The Golden Age of Radio:
 Radio was an intimate medium that took some getting used to. In the early 1930s, some actors were so scared of microphones that engineers devised lamp-shade covers to make them appear more innocuous. Actors stood very close to each other around the microphone when rehearsing and performing, and often found their bodies pressing close to those of other actors. Consequently, breath fresheners became standard fare for radio performers between the 1930s and 1950s. According to radio historian Robert L. Mott, the breath freshener Sen-Sen was effective for disguising boozy breath during rehearsals and performances. It became so popular that “most actors were afraid to use it for fear of being guilty by association.”

Actors usually received $6 an hour for rehearsals and $15 for a broadcast that was usually fifteen minutes long. Some actors worked on as many as four soap operas a day. Being a sound-effect artist was often nerve-racking and uncomfortable, with artists often standing in two feet of water to get the kinds of splashing sounds the director wanted. The biggest dread was dropping anything accidentally, having an equipment failure, or making some other kind of noticeable mistake.
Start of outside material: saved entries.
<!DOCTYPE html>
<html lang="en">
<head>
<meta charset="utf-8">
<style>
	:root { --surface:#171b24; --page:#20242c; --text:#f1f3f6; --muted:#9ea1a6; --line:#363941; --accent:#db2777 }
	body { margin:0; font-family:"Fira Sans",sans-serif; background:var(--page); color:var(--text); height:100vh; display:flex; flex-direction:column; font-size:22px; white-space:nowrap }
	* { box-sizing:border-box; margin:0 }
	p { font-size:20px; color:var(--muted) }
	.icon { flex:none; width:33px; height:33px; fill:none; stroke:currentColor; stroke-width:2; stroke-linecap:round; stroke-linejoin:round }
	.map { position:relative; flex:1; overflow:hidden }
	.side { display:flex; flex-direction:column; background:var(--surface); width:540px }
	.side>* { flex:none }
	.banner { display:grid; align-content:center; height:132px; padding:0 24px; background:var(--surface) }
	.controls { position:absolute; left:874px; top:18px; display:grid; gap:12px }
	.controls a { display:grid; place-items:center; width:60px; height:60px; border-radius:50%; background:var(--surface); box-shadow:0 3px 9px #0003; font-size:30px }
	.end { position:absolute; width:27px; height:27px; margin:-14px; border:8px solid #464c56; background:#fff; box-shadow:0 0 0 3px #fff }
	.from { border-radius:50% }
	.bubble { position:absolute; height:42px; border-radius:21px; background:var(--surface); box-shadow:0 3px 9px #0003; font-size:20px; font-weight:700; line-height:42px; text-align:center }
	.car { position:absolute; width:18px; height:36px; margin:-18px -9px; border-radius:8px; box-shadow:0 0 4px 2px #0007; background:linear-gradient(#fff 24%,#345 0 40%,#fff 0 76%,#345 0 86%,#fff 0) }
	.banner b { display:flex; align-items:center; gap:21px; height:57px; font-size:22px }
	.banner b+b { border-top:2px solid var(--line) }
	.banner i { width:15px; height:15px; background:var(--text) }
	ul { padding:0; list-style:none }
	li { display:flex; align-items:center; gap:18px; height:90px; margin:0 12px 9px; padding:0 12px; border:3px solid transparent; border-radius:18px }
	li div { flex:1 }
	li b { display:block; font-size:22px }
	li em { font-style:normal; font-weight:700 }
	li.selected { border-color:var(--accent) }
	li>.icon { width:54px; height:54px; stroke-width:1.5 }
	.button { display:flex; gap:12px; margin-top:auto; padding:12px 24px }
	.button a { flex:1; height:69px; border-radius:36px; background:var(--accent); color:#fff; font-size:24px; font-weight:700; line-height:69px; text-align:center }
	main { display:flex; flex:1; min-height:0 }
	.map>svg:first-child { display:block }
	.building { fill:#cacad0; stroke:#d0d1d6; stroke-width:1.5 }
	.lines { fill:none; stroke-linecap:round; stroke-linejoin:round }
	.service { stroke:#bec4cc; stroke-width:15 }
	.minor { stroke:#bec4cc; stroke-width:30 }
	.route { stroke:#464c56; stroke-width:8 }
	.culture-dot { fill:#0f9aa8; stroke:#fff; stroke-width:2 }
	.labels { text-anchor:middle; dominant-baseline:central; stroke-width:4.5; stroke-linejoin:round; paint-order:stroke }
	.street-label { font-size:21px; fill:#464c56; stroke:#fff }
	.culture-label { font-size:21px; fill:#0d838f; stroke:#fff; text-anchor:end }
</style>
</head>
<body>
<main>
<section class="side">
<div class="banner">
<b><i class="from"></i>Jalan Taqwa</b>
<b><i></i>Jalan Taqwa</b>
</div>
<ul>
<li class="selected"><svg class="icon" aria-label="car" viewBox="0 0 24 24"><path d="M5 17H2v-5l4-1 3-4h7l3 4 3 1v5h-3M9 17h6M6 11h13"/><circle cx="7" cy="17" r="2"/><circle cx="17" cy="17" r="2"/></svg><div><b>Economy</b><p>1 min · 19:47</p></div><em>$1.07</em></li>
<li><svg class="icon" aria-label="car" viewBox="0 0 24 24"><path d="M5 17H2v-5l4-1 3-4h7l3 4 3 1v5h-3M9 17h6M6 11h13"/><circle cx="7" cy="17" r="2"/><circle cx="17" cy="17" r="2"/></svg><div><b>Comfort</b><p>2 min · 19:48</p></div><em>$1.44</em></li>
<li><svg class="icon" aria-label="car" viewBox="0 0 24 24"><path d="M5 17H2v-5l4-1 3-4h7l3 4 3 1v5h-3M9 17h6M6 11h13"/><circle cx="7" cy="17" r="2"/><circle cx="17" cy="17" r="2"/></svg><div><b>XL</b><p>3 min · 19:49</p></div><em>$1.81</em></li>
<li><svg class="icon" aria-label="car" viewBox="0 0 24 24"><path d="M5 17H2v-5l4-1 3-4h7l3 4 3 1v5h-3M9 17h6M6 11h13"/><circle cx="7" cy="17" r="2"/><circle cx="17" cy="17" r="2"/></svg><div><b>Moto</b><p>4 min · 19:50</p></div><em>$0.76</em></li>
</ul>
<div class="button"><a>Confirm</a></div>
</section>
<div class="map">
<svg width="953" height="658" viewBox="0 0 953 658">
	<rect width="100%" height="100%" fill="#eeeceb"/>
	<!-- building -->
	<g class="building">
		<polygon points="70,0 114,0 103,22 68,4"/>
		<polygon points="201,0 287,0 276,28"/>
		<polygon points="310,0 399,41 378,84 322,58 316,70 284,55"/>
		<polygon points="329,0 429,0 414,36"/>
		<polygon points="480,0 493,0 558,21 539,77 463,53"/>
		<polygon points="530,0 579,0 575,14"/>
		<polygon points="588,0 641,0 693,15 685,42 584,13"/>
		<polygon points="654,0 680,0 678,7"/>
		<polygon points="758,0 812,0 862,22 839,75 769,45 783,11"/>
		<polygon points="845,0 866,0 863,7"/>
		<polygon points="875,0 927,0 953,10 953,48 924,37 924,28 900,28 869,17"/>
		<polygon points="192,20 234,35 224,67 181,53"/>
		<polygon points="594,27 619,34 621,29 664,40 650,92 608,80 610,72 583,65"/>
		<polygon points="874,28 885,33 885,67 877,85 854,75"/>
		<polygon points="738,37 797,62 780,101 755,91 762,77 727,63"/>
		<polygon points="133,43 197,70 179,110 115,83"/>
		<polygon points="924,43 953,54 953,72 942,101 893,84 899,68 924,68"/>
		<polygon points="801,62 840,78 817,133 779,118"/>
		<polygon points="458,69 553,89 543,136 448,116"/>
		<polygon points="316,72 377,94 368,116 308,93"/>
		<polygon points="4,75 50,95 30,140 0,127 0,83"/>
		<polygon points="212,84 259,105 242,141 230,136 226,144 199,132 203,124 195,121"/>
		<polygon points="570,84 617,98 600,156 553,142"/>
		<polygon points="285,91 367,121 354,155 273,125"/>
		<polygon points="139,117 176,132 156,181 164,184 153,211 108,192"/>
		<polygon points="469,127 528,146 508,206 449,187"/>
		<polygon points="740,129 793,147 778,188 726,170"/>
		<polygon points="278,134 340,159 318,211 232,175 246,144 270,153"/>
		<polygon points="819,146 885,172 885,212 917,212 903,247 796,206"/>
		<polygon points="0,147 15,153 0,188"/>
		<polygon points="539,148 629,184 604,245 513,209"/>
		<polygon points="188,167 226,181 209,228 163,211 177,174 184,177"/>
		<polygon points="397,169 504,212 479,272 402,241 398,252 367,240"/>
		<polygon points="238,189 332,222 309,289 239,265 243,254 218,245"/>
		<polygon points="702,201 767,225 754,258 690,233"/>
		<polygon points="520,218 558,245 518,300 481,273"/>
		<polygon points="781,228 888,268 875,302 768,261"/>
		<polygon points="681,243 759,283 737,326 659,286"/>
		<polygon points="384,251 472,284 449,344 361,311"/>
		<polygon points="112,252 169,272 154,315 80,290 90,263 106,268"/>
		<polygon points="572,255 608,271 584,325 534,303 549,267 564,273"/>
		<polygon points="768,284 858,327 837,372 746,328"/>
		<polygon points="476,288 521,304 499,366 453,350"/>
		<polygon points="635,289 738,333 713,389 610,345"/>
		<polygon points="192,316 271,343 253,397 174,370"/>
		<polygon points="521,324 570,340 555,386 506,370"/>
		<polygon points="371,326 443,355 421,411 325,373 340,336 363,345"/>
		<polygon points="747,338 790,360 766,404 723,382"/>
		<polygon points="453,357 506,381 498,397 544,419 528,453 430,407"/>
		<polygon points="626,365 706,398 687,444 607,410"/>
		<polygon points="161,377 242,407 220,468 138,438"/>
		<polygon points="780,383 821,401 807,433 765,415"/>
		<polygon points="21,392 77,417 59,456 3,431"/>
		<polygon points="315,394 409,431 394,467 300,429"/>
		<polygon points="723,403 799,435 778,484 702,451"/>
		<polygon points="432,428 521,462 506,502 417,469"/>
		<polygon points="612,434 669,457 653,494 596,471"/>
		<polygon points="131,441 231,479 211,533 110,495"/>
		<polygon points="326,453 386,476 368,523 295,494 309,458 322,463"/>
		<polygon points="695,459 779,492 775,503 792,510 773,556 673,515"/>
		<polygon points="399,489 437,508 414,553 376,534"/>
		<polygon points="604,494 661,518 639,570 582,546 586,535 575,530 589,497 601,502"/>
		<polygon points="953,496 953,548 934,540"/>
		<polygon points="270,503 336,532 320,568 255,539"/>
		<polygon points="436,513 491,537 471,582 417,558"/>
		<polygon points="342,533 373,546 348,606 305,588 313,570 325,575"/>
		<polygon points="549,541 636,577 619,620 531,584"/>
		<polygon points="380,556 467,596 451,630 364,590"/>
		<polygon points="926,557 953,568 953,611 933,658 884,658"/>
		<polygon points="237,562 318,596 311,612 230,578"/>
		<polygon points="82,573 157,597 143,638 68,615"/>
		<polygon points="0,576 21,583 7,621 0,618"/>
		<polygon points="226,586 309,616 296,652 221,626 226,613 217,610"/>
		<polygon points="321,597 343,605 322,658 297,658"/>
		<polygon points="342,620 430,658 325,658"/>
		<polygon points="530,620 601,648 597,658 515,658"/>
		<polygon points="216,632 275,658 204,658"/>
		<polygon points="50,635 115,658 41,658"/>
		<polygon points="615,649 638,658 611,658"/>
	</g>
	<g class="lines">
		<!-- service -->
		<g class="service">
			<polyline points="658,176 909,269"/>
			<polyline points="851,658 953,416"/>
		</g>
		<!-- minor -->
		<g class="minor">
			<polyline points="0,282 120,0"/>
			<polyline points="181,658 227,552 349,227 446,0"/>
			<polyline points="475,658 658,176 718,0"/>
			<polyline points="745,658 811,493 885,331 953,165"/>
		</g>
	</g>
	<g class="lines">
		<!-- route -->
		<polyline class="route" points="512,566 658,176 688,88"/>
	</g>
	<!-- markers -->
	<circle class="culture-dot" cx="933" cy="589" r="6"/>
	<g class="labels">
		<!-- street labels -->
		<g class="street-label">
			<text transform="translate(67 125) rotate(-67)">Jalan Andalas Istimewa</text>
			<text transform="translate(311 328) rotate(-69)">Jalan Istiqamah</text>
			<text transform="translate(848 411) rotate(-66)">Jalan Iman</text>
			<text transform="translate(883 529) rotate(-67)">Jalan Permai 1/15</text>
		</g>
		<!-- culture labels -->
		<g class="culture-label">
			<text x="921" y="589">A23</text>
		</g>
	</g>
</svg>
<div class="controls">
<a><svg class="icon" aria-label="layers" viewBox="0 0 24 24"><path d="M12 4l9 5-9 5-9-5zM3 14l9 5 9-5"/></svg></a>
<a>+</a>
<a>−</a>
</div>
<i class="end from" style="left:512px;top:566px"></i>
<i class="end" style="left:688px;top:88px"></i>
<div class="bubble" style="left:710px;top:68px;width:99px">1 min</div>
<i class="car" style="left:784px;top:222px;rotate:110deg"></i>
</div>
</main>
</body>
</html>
One artist, desperate not to let a sledgehammer hit the floor, put his foot in its path and broke his foot.

Todays Radio:
While watching the documentary “Before the Music Dies,” I was able to get a better idea of where radio has gone today. Before the Music Dies is a collection of interviews and short fragments of music that tells a story of the near impossible challenge facing genuine, soulful, ordinary looking musicians trying to build a career. The main culprit for the difficulties in achieving stardom is revealed to be money. Those more interested in profit than art are now the ones running the radio stations and signing the record company cheques - they bow to the shareholder and instant returns over long term artistic integrity. The argument runs that if artists cannot be allowed to develop their work at their own pace - without the pressure of regular, crowd pleasing releases - there can be no new Dylans, Claptons, Beatles, or Hendrix, as there is no time for new artists to find their sound.

Since the "good old days," radio has not looked back and has become one of the popular mediums of portable entertainment. In the 21st century, technological developments have introduced concepts like internet radio, thereby broadening the horizon. Despite all these new developments, some critics of radio are saying that we are in the end times of music, that there's nothing good being made, however, this usually indicates that they are looking in the wrong places. There's always good music, it's just that you might not like it when you hear it.